6. Memorization in Knowledge-Augmented Distillation
In knowledge-intensive reasoning tasks, direct memorization by small models is limited by capacity constraints. Knowledge-Augmented Reasoning Distillation (KARD) combines chain-of-thought rationale distillation with external retrieval, theoretically and practically reducing parametric memorization demands (Kang et al., 2023):
- Theoretical bounds: In meta-learning setups, knowledge augmentation with non-parametric retrieval enables the student to predict with substantially fewer memorized bits, compared to without augmentation.
- Empirical effects: External retrieval allows small students (e.g., 250M T5) to outperform much larger fine-tuned models on datasets such as MedQA-USMLE, StrategyQA, and OpenbookQA. Data- and model-size efficiency are both sharply improved, with retention of rare/complex facts supported by retrieval (Kang et al., 2023).
- Practical recommendations: For knowledge-intensive distillation, always pair reasoning transfer with knowledge augmentation; tune retrieval and reranking pipelines to maximize relevant memory externalization.
7. Implications and Future Research Avenues
Current research demonstrates that knowledge distillation systematically, though not universally, reduces training-data memorization and related privacy risks while improving generalization. Residual memorization is strongly concentrated, predictable, and tractable via data-centric filtering and careful protocol selection. Key open directions include:
- Formalizing guarantees for privacy in KD, including synergy with differential privacy techniques.

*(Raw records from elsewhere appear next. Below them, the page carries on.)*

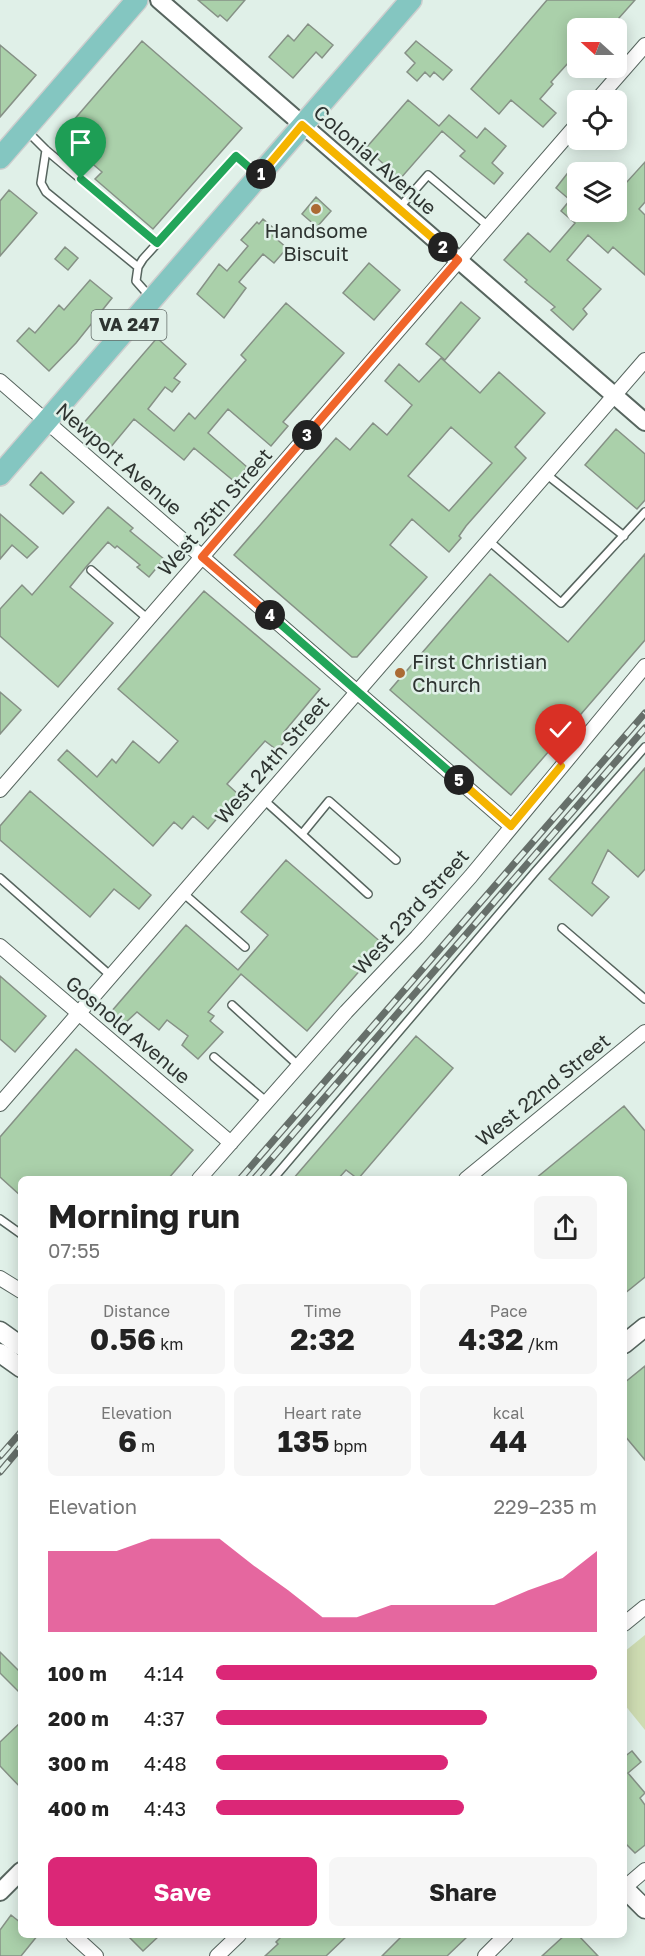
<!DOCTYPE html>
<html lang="en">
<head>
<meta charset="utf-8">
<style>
  :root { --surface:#fff; --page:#f6f6f6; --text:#222; --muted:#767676; --accent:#db2777 }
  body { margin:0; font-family:"Golos Text",sans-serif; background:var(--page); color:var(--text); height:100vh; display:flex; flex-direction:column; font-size:22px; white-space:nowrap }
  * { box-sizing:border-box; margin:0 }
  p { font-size:20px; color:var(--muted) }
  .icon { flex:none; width:33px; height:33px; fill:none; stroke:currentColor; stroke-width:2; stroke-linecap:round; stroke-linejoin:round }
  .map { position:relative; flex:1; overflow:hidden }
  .drawer { position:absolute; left:18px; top:1176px; width:609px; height:762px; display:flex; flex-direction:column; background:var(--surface); border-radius:9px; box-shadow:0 3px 15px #0003 }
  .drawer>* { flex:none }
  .needle { width:39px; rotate:291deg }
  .fabs { position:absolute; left:567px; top:18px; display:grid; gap:12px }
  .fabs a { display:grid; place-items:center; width:60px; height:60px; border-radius:9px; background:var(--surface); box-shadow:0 3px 15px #0003; font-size:30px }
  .pin { position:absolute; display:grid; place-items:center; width:51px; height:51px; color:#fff; margin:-62px -26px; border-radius:50% 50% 50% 0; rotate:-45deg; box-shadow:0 0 6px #0007 }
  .pin .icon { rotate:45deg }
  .km { position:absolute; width:30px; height:30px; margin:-15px; border-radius:50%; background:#222; color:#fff; font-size:16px; line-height:30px; text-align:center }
  .round { display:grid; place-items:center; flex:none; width:63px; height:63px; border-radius:9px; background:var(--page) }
  .summary { display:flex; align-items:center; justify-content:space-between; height:102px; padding:0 30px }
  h1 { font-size:33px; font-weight:700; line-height:45px }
  .stats { display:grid; grid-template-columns:repeat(3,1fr); gap:9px; height:102px; padding:6px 30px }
  .stats div { display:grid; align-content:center; border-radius:9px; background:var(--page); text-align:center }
  .stats b { font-size:30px; font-weight:700 }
  .stats small { font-size:16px; font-weight:400 }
  .stats p { font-size:16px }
  .chart { height:168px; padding:12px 30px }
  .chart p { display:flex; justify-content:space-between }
  .chart svg { width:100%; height:108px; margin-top:6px; fill:var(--accent); opacity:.7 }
  .action { display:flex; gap:12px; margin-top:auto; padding:12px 30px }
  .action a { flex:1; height:69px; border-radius:9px; background:var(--accent); color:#fff; font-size:24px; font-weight:700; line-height:69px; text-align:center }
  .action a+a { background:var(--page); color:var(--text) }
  ul { padding:0 30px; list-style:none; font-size:20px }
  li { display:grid; grid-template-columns:96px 72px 1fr; align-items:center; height:45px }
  li i { height:15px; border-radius:8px; background:var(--accent) }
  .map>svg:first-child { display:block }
  .green { fill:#cedcb2 }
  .building { fill:#aad0aa; stroke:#869186; stroke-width:1.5; fill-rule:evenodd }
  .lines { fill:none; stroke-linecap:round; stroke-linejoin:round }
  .service-casing { stroke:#57655f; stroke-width:10 }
  .minor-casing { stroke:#57655f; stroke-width:16 }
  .tertiary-casing { stroke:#57655f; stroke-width:20 }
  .secondary-casing { stroke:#57655f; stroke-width:21 }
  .primary-casing { stroke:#cdcece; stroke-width:24 }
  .service { stroke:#fff; stroke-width:7 }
  .minor { stroke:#fff; stroke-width:14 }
  .tertiary { stroke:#fff; stroke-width:16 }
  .secondary { stroke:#fff; stroke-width:18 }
  .primary { stroke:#84c6c1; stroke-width:21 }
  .rail-casing { stroke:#666f6a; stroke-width:7 }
  .rail { stroke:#e0f0e8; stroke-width:4.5; stroke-dasharray:14; stroke-linecap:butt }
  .split-1-casing { stroke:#fff; stroke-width:12 }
  .split-2-casing { stroke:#fff; stroke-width:12 }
  .split-3-casing { stroke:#fff; stroke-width:12 }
  .split-4-casing { stroke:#fff; stroke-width:12 }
  .split-5-casing { stroke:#fff; stroke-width:12 }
  .split-6-casing { stroke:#fff; stroke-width:12 }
  .split-1 { stroke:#22a559; stroke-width:8 }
  .split-2 { stroke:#f5b400; stroke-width:8 }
  .split-3 { stroke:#f0652b; stroke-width:8 }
  .split-4 { stroke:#f0652b; stroke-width:8 }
  .split-5 { stroke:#22a559; stroke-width:8 }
  .split-6 { stroke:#f5b400; stroke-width:8 }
  .poi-dot { fill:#ab6b34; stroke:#e0f0e8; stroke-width:2 }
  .labels { text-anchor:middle; stroke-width:5; stroke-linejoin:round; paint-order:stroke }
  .shield { fill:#e0f0e8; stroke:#636c68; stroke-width:1.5 }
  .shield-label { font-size:18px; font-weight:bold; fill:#2e3431 }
  .street-label { font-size:20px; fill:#2e3431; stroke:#e0f0e8 }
  .poi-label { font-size:20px; fill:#2e3431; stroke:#e0f0e8 }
</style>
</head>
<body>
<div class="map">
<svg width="645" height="1956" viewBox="0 0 645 1956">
  <rect width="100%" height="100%" fill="#e0f0e8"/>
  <path class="green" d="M645 1635V1730L624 1704V1652Z"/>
  <path class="building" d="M198 0H245L227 21 220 15 218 17Z
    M547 0H635L610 28H578V52L551 82 553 84 540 99 556 113 543 127 511 100 499 114 471 89Z
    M308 24 333 45 322 58 316 52 293 78 269 57 288 35 294 41Z
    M142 41 242 128 153 229 95 179 102 172 60 136Z
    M416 41 452 70 443 80 434 72 430 77 425 72 417 81 407 72 415 63 405 53Z
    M0 45 36 75 0 117Z
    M408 100 439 126 449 115 477 138 485 128 506 146 492 163 503 173 494 184 460 156 465 151 442 131 400 179 366 148Z
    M645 162V202L639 209 645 215V275L613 247 608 253 588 235 567 260 601 289 583 309 587 314 573 330 551 310 555 307 525 282 527 280 504 260 528 233 550 252 575 223 561 211 570 200 556 188 570 170 578 177V212H616V194Z
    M9 190 37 213 0 256V201Z
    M316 197 331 211 317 227 302 214Z
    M263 219 277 231 273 236 287 248 274 263 263 254 239 282 246 288 224 318 197 294 219 264 227 271 248 246 241 240 257 222 259 224Z
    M65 247 78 258 68 270 55 259Z
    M369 263 400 290 374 320 343 293Z
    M90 280 112 298 76 343 49 371 17 341 29 328 35 333 59 305 64 310Z
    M461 302 480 318 445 360 426 344Z
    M286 303 344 353 283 422 288 426 271 446 228 409 208 433 247 467 235 482 194 448 184 460 134 419 110 448 82 425 157 338 186 364 174 378 180 382 172 392 165 387 148 409 174 431 189 413 195 419 246 360 241 355Z
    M441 358 480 393 499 372 545 413 515 447 526 458 466 526 459 536 461 538 449 552 412 519 390 545 427 577 357 657H352L234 555 336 438 350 450 373 423 387 435 412 405 385 381 399 364 419 382ZM451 427 492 463 449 511 408 476Z
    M616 429 645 454V500L637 509 585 465Z
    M41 472 74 502 63 514 30 485Z
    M108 507 133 528 130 531 164 559 149 577 137 567 140 565 117 546 115 548 108 542 86 567 70 587 113 623 58 687 0 636V609L22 585 32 595Z
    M0 514 38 547 27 558 12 545 0 559Z
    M645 554V640L511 795 390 690 490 574 568 642Z
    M204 591 320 689 284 732 289 737 277 750 265 741 227 784 238 794 208 829 193 816 182 829 174 822 153 846 58 760 67 750 97 777 112 759 116 763 133 741 159 763 178 741 118 689Z
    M0 692 21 710 0 734Z
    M645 768V869L638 877 608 850 592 883 609 897 592 916 549 879Z
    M30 791 151 895 139 909 114 889 90 917 0 840V826Z
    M286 860 383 944 307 1031 241 974 208 1012 214 1016 210 1021 223 1032 198 1059 182 1045 188 1036 167 1020 159 1030 137 1012 125 1023 111 1012 186 925 238 970 268 935 241 912Z
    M0 976 46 1016 15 1052 0 1039Z
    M416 1036 453 1068 358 1179 346 1170 338 1179H293Z
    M76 1049 193 1150 168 1179H21V1196L0 1177V1137Z
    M624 1106 645 1131V1277L624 1294V1179H535Z
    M645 1366V1460L624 1435V1383Z
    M0 1652 21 1673V1694L0 1673Z
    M21 1722V1788L0 1766V1742Z
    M632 1751 641 1762 628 1773 645 1793 640 1798 645 1805V1845L635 1853 624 1842V1757Z
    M11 1915 21 1923V1935H38L21 1956H0V1930Z
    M127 1935H160L143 1951Z
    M283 1935H348L326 1956H265L278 1944 276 1942Z
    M403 1935H469L447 1956H382Z
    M565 1935H578L598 1956H542Z"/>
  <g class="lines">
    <g class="service-casing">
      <path id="service" d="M27 131 46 150 157 243
        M46 150 41 183 46 192 138 267
        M399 208 428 175 488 226
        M151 298 136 281 138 267 143 259 236 156 257 174
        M546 474 624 536
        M489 541 561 603 645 512
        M91 570 148 619
        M264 800 368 894
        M302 834 329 801 396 860
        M0 878 111 976
        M183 893 245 947
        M562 928 645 999
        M232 1005 299 1066
        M214 1057 267 1102
        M273 1179 534 873 645 747
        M0 1219 21 1234"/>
    </g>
    <g class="minor-casing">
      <path id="minor" d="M597 100 645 45
        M0 381 511 826
        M0 790 578 123
        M0 946 231 1143
        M0 1104 645 360
        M199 1179 346 1012 417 937 471 876 645 666
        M466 1179 645 1032
        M0 1278 21 1291
        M624 1624 645 1607
        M624 1888 645 1870
        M73 1935 96 1956
        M217 1956 239 1935
        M485 1956 506 1935"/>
    </g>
    <g class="tertiary-casing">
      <path id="tertiary" d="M159 0 645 422
        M0 1892 21 1871"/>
    </g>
    <g class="secondary-casing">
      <path id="secondary" d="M0 1331 21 1346
        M624 1344 645 1327
        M0 1353 21 1368
        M624 1888 645 1909"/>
    </g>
    <g class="primary-casing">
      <path id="primary" d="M0 158 137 0
        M0 475 411 0"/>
    </g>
    <use href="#service" class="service"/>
    <use href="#minor" class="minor"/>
    <use href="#tertiary" class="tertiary"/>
    <use href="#secondary" class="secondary"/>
    <use href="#primary" class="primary"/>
    <g class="rail-casing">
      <path id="rail" d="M240 1179 645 713
        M254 1179 645 728
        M0 1456 21 1432
        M0 1472 21 1447"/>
    </g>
    <use href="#rail" class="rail"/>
  </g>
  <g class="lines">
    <g class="split-1-casing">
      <path id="split-1" d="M81 179 157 243 236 156 259 176 261 174"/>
    </g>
    <g class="split-2-casing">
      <path id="split-2" d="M261 174 302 125 443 247"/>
    </g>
    <g class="split-3-casing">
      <path id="split-3" d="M307 435 458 260 443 247"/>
    </g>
    <g class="split-4-casing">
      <path id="split-4" d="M270 615 202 557 307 435"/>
    </g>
    <g class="split-5-casing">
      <path id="split-5" d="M270 615 459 780"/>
    </g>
    <g class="split-6-casing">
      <path id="split-6" d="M459 780 511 826 561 766"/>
    </g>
    <use href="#split-1" class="split-1"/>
    <use href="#split-2" class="split-2"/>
    <use href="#split-3" class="split-3"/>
    <use href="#split-4" class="split-4"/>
    <use href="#split-5" class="split-5"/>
    <use href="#split-6" class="split-6"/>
  </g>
  <g class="poi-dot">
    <circle cx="316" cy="209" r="6"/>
    <circle cx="400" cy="673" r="6"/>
  </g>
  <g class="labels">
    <rect class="shield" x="91.5" y="310" width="75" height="30" rx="4.5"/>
    <g class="shield-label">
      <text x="129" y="331">VA 247</text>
    </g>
    <g class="street-label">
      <text transform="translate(375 160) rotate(41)" y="7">Colonial Avenue</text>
      <text transform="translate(119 459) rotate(41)" y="7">Newport Avenue</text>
      <text transform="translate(215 512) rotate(-49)" y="7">West 25th Street</text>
      <text transform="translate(272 760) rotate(-49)" y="7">West 24th Street</text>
      <text transform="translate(411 912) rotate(-48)" y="7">West 23rd Street</text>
      <text transform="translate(128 1030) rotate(40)" y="7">Gosnold Avenue</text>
      <text transform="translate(543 1090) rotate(-39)" y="7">West 22nd Street</text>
    </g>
    <g class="poi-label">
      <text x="316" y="238">Handsome<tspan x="316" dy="23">Biscuit</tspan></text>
      <text x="412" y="669" text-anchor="start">First Christian<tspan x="412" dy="23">Church</tspan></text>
    </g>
  </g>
</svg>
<div class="fabs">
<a><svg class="needle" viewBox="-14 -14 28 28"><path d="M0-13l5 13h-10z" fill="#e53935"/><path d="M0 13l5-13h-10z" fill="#767676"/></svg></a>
<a><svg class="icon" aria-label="locate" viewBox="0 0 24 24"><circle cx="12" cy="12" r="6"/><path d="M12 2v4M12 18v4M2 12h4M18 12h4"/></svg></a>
<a><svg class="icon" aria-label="layers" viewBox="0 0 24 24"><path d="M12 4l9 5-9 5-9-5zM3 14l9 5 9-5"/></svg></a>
</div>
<div class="pin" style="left:81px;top:179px;background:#1e9e55"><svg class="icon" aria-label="arrive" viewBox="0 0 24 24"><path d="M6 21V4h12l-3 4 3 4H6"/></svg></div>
<div class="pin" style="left:561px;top:766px;background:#d93025"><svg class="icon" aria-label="check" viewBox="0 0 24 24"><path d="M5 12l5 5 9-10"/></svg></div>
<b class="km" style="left:261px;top:174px">1</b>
<b class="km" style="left:443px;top:247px">2</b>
<b class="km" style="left:307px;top:435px">3</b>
<b class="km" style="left:270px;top:615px">4</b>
<b class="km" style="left:459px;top:780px">5</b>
<section class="drawer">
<div class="summary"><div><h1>Morning run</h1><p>07:55</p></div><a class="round"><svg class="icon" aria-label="share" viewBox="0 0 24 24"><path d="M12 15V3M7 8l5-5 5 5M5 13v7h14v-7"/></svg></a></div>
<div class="stats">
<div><p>Distance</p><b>0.56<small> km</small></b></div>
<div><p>Time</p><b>2:32</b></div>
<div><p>Pace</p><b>4:32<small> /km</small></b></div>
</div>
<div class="stats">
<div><p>Elevation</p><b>6<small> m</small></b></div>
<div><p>Heart rate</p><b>135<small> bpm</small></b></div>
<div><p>kcal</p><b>44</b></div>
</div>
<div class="chart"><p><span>Elevation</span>229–235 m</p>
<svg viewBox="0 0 160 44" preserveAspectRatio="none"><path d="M0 44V11L10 11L20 11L30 6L40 6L50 6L60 17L70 27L80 38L90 38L100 33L110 33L120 33L130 33L140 27L150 22L160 11V44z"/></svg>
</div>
<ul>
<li><b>100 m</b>4:14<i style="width:100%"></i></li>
<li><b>200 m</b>4:37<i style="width:71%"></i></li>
<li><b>300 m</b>4:48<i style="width:61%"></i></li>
<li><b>400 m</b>4:43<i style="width:65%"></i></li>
</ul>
<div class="action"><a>Save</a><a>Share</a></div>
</section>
</div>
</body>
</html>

- Extending analysis to domain-specific and low-resource applications (medical, legal, etc.).
- Blockwise and data-centric adaptive defenses tailored to observed privacy hot spots.
- Continued monitoring of both membership inference and memorization extractability risks, especially as new distillation algorithms and modalities emerge.
A plausible implication is that knowledge distillation, with rigorously deployed filtering, adaptive and knowledge-augmented protocols, and privacy-aware auditing, constitutes a robust foundation for future high-utility, low-leakage model compression in real-world settings (Borkar et al., 21 Jan 2026, Singh, 19 Jun 2025, Zhang et al., 9 Aug 2025, Dankers et al., 3 Feb 2025, Kang et al., 2023).